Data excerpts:
◇ ◇ ◇ ◇ ◇ ◇ ◇
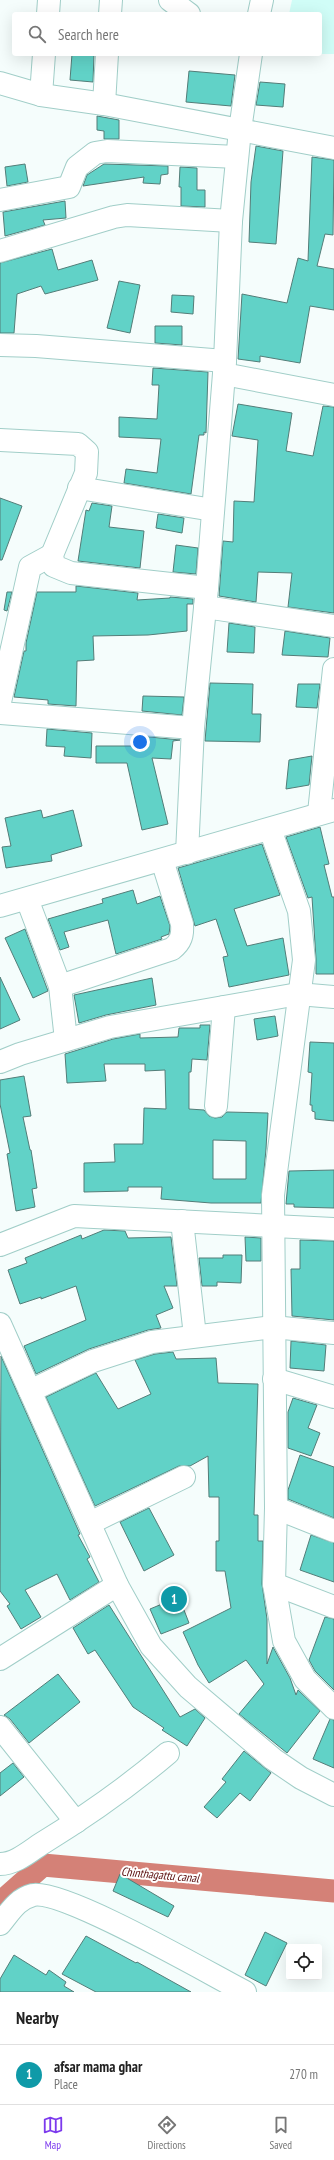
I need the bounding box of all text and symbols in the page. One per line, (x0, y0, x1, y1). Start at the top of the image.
search box (12, 12, 322, 56)
icon: search (26, 23, 48, 45)
text: Search here (58, 25, 119, 44)
your location (130, 732, 150, 752)
pin: 1 (161, 1584, 187, 1614)
water label: Chinthagattu canal (120, 1864, 201, 1885)
map controls (286, 1944, 322, 1980)
button: locate (286, 1944, 322, 1980)
text: Nearby (16, 2007, 59, 2029)
text: afsar mama ghar (54, 2057, 142, 2076)
text: 1 (26, 2066, 32, 2083)
text: 270 m (289, 2066, 318, 2083)
text: Place (54, 2076, 78, 2093)
tab: Map (42, 2114, 64, 2152)
tab: Directions (148, 2114, 186, 2152)
tab: Saved (269, 2114, 292, 2152)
◇ ◇ ◇ ◇ ◇ ◇ ◇
Output all of the records exactly as they appear above, but not the pictures.

OUTPUT OF THE TASK:
I need the bounding box of all text and symbols in the page. One per line, (x0, y0, x1, y1). Start at the top of the image.
search box (12, 12, 322, 56)
icon: search (26, 23, 48, 45)
text: Search here (58, 25, 119, 44)
your location (130, 732, 150, 752)
pin: 1 (161, 1584, 187, 1614)
water label: Chinthagattu canal (120, 1864, 201, 1885)
map controls (286, 1944, 322, 1980)
button: locate (286, 1944, 322, 1980)
text: Nearby (16, 2007, 59, 2029)
text: afsar mama ghar (54, 2057, 142, 2076)
text: 1 (26, 2066, 32, 2083)
text: 270 m (289, 2066, 318, 2083)
text: Place (54, 2076, 78, 2093)
tab: Map (42, 2114, 64, 2152)
tab: Directions (148, 2114, 186, 2152)
tab: Saved (269, 2114, 292, 2152)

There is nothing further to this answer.